◆ EXERCISE REQUIREMENTS
Your output should be each line from the material below that has the word "setLineDash".

□ □ □

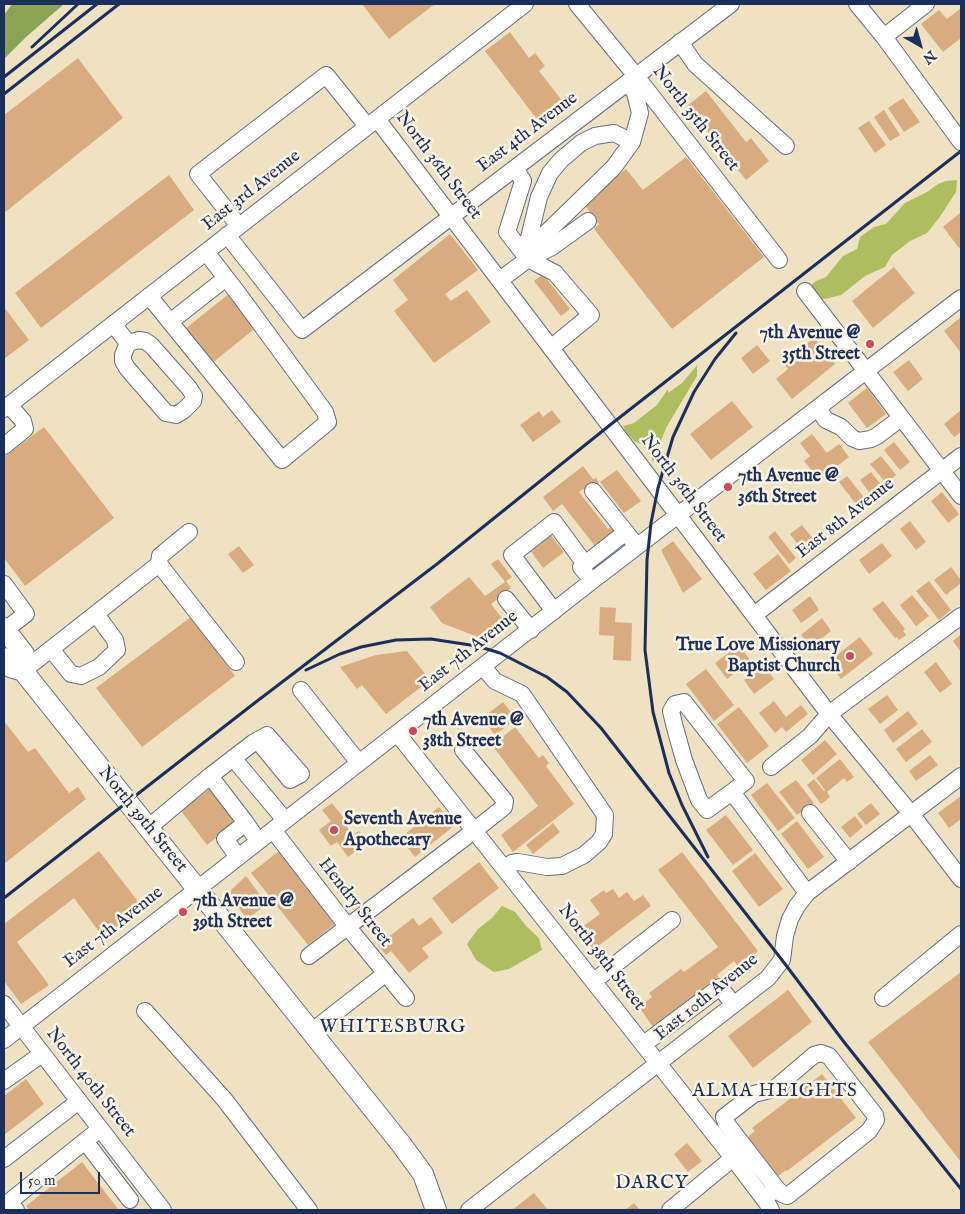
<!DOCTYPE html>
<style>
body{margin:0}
#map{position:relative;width:965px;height:1214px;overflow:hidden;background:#eee2c2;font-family:"IM FELL English",serif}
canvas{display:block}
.frame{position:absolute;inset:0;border:5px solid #1b2f5e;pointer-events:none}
.north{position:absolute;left:895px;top:20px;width:50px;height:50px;-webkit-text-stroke:4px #fcf5e5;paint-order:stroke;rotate:142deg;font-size:14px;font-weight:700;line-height:20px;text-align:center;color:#1b2f5e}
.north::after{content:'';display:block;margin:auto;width:18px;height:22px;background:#1b2f5e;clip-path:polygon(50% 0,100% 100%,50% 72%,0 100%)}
.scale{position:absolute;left:20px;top:1172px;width:80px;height:22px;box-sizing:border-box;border:2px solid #1b2f5e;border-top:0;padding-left:6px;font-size:15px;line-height:18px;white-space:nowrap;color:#1b2f5e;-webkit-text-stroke:4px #fcf5e5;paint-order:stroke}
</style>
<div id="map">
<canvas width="965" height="1214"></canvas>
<div class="frame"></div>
<div class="north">N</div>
<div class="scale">50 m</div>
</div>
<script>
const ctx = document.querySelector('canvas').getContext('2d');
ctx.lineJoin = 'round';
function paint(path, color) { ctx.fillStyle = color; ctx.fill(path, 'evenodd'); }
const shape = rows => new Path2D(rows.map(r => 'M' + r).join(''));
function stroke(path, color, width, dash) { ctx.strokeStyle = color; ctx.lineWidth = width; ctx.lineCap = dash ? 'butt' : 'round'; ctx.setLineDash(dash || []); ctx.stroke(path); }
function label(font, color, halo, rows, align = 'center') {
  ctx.font = font + ' "IM FELL English",serif'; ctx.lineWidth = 5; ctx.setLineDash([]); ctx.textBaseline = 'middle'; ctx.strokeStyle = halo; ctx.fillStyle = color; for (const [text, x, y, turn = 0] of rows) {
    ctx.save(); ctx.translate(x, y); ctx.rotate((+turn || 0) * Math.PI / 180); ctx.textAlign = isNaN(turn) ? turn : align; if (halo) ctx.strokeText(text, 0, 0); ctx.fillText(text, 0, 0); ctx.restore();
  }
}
const green = shape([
 [957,180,956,192,939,218,927,233,910,241,892,255,885,267,865,276,841,295,825,299,819,298,807,289,816,281,826,277,843,256,857,249,860,237,874,227,886,224,905,203,927,192,938,184,946,181],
 [715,347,697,365,697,376,666,428,653,462,647,447,634,441,626,432,623,426,634,423,657,405,668,389,668,393,682,383,699,363],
 [502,906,515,912,527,927,539,938,542,950,509,969,494,972,476,960,467,944,478,929,492,918]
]);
const forest = shape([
 [12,4,64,4,26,37,4,59,4,15]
]);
const building = shape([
 [362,4,435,4,389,39],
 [961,8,961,38,943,52,921,24,939,10,947,19],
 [510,32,529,58,535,53,545,66,539,71,564,103,539,122,485,51],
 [78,58,123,118,4,213,4,115],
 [706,91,746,142,751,138,769,161,746,180,687,106],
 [903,98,920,122,904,132,888,108],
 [884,110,900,135,890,141,874,117],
 [869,121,886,145,875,153,858,128],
 [686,157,764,257,672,329,594,229,599,224,583,203,626,169,643,190],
 [169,175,194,210,41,328,15,293],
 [961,212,961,246,959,248,943,227],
 [450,234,478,270,445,294,451,301,467,290,491,322,434,363,394,311,408,300,393,280],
 [894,267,915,293,873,328,852,301],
 [543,274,570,309,561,316,534,281],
 [230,293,257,327,212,363,185,329],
 [4,307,29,340,4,359],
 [961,317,961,353,944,331],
 [814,338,835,364,792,399,776,379,788,369,783,363],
 [757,345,770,361,753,374,741,358],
 [909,360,923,379,908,391,893,372],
 [867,388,886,414,867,428,848,403],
 [732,401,753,427,711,460,690,434],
 [552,410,561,422,533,442,520,425,539,411,543,417],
 [961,410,961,432,954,437,944,424],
 [44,427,114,518,25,586,4,558,4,457],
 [812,434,827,453,839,444,849,457,819,480,804,461,810,456,800,443],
 [894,442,910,462,900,470,884,450],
 [881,456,896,475,886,483,870,464],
 [583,466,593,479,596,478,599,483,586,493,583,489,579,492,608,529,613,526,616,530,595,546,562,504,553,511,543,497],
 [617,470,641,501,624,513,600,482],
 [871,472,886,491,874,499,860,480],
 [847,476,867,501,859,508,839,482],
 [942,492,959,514,948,523,931,501],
 [910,521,926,542,916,550,900,529],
 [802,525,817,544,805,554,790,534],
 [775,531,796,558,789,564,768,537],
 [550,534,564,552,543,568,530,550],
 [673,541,702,579,683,593,661,550],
 [882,543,892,556,869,574,859,560],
 [239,546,254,565,243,573,228,554],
 [778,554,791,571,766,590,753,574],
 [498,559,512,577,506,581,511,588,491,604,505,622,483,639,442,623,430,607,469,577,485,596,505,582,491,564],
 [951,567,961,580,961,583,946,595,934,580],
 [929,581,951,610,939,620,916,591],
 [912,595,929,616,916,626,900,605],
 [810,596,819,610,801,623,792,610],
 [883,601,905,629,903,631,906,635,899,640,897,637,895,638,872,609],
 [600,607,616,608,615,622,632,623,631,661,613,660,614,636,599,635],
 [191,617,235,676,142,747,96,688],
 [822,618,831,631,811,647,801,635],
 [961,634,961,652,953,641],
 [860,637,873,654,841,679,828,662],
 [739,645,751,661,727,679,715,663],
 [407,651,430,680,386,714,362,685,357,689,340,667,376,655],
 [936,662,952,684,940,693,924,672],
 [764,665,774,679,754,694,744,680],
 [706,669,734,705,714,721,686,684],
 [887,695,898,710,880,724,868,709],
 [774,701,786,717,801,705,808,714,786,732,782,727,775,733,759,713],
 [503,702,516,719,495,735,482,718],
 [739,707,769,746,747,763,717,724],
 [908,711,918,724,893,743,884,730],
 [4,721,28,752,35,748,69,793,78,787,86,799,4,864],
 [515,727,539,758,543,755,549,763,546,766,574,804,513,852,501,835,538,806,492,745],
 [922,729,932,742,906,762,896,749],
 [825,740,837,754,813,775,801,760],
 [930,755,938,765,916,781,909,771],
 [840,759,854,777,847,782,844,778,827,792,830,797,821,804,807,785,814,779,824,791,825,790,816,778],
 [796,780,814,803,797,815,779,792],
 [767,783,795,818,778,831,751,795],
 [212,787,238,821,207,845,181,811],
 [961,796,961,819,949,828,938,813],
 [332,803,346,821,344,823,353,835,359,831,368,842,348,857,337,842,331,846,319,830,331,821,322,810],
 [871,803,880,814,866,825,857,814],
 [439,807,454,826,415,857,400,838],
 [726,815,753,850,733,865,706,830],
 [855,816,863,827,850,838,841,827],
 [797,821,824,857,808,869,781,834],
 [553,823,560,832,533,854,526,845],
 [99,851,143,908,103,937,74,898,17,942,49,985,21,1004,4,981,4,924],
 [279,851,336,923,308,945,251,873],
 [682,852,758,951,748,959,753,966,743,973,734,961,717,975,718,977,653,1027,639,1007,652,997,649,993,681,969,684,972,718,947,658,870],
 [755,853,783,889,759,907,732,871],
 [479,862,499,888,452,924,432,898],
 [246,876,267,904,247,919,231,898,230,891],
 [613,889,619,898,627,892,634,901,643,895,651,906,593,950,578,930,600,914,590,900,604,890,606,893],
 [431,917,443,933,422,948,429,957,409,973,391,951,386,955,378,945,413,918,419,926],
 [961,972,961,1162,868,1042],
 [788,990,812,1022,753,1068,728,1036],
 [822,1074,856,1118,787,1171,786,1170,778,1176,748,1137,755,1131,752,1128],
 [26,1079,44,1104,4,1135,4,1096],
 [687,1143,702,1161,688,1172,674,1154],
 [82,1162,118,1209,116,1210,29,1210,26,1206],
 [534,1193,548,1210,512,1210],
 [634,1203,640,1210,625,1210]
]);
const minor = shape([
 [577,4,636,76,779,260],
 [857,4,884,37,961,142],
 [884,37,926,4],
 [680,42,695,64,786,146],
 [377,119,829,714,912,815,961,879],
 [239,226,198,174,326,75,367,126],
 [227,235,302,330,731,4],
 [528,256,529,238,539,197,550,173,561,160,581,143,595,136,614,133,632,142],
 [528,259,539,240,614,167,632,142,640,113,635,93,628,82],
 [528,259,555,273,591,315,552,347],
 [528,259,552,247,588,221],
 [500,280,528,259,507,232,523,181,515,168],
 [805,291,961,496],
 [149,296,282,460,328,422,325,412,240,296,206,252],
 [170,322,226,278],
 [113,324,128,343,123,355,123,361,127,368,166,413,176,415,184,410,193,401,194,396,189,388,151,345,145,341,139,340,128,343],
 [4,409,525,4],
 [818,409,826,420,841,427,852,438,859,441,871,439,877,436,901,418],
 [4,446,25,429,23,421,9,405],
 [593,491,632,540],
 [189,532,160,556,159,564,236,662],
 [585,572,581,567,626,532],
 [4,584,26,614,5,630],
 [506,599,531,630],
 [554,611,512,555,554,522,585,564],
 [754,615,961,456],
 [51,649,71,674,81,676,99,667,117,650,115,640,96,614],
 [483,667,495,681,522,694,605,815,604,834,599,842,584,855,562,866,547,867,518,862,512,863,505,868],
 [23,671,159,564],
 [301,690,359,763],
 [397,733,733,1158,767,1203,771,1210],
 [233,758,285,820],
 [771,767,810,736,829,714,961,616],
 [210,776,246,823,258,841],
 [732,792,707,810,699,800,684,760,674,724,671,711,675,704,684,702,746,781,732,792,807,893],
 [810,813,849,862],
 [148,828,210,776,253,743,267,735,301,774,290,780,258,741],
 [273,830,347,926,406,998],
 [238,857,225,839,246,823],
 [309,956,475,830,504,807,505,801,463,750],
 [594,981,672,920],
 [883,998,961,934],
 [4,1004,163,1210],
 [145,1011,224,1099,309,1210],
 [311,1032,385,974],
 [4,1040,592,581,961,298],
 [644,1044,720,987,733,1004],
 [4,1081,42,1054],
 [85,1141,130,1200],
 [4,1159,79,1101],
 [764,1198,777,1189,726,1123,724,1117,754,1094,774,1089,814,1055,821,1053,829,1056,875,1115,876,1120,869,1131,790,1194,787,1196,782,1194,777,1189],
 [16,1210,9,1202,100,1129],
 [469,1210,768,978,782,960,785,936,790,919,797,906,807,893,961,776],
 [670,1210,733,1158]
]);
const major = shape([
 [4,628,24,654,23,671],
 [4,658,10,667,23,671,401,1144,423,1174,436,1210]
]);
const rail = shape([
 [32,47,78,4],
 [4,77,97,4],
 [4,94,119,4],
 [306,670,340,654,361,647,396,640,431,639,477,646,500,653,547,677,567,692,601,728,782,960,844,1042,961,1189],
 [708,857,682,805,669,773,653,712,645,650,647,560,651,523,658,488,673,437,694,392,715,359,736,333],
 [4,898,252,705,437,564,610,425,961,151]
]);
const markers = [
 [870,344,5,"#d1495b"],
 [728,487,5,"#d1495b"],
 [850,656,5,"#d1495b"],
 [413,731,5,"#d1495b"],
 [334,830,5,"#d1495b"],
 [183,912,5,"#d1495b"]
];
const streetNames = [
 ["North 35th Street",695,119,52],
 ["East 4th Avenue",528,133,-37],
 ["North 36th Street",438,166,53],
 ["East 3rd Avenue",252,191,-38],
 ["North 36th Street",683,489,53],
 ["East 8th Avenue",846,519,-38],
 ["East 7th Avenue",469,652,-38],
 ["North 39th Street",142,820,51],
 ["Hendry Street",354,903,52],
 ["East 7th Avenue",114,928,-38],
 ["North 38th Street",601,958,52],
 ["East 10th Avenue",707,998,-39],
 ["North 40th Street",90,1083,52]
];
const poiNames = [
 ["7th Avenue @",860,334,"right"],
 ["35th Street",860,355,"right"],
 ["7th Avenue @",738,477],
 ["36th Street",738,498],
 ["True Love Missionary",840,646,"right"],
 ["Baptist Church",840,667,"right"],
 ["7th Avenue @",423,721],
 ["38th Street",423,742],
 ["Seventh Avenue",344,820],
 ["Apothecary",344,841],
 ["7th Avenue @",193,902],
 ["39th Street",193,923]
];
const neighbourhoodNames = [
 ["WHITESBURG",393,1028],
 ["ALMA HEIGHTS",775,1092],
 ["DARCY",652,1184]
];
paint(green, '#adbd60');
paint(forest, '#8aa456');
paint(building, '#d9ac80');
stroke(minor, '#656e81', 18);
stroke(major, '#656e81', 22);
stroke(minor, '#fff', 16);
stroke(major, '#fff', 20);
stroke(rail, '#1b2f5e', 3);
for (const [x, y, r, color] of markers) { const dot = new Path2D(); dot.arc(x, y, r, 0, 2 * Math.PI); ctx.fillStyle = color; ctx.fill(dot); stroke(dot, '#fcf5e5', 2); }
label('18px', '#1b2f5e', '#fcf5e5', streetNames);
label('bold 18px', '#1b2f5e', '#fcf5e5', poiNames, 'left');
ctx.letterSpacing = '1px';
label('19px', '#1b2f5e', '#fcf5e5', neighbourhoodNames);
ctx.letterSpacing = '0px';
</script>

□ □ □

◆ TASK RESULT
function stroke(path, color, width, dash) { ctx.strokeStyle = color; ctx.lineWidth = width; ctx.lineCap = dash ? 'butt' : 'round'; ctx.setLineDash(dash || []); ctx.stroke(path); }
  ctx.font = font + ' "IM FELL English",serif'; ctx.lineWidth = 5; ctx.setLineDash([]); ctx.textBaseline = 'middle'; ctx.strokeStyle = halo; ctx.fillStyle = color; for (const [text, x, y, turn = 0] of rows) {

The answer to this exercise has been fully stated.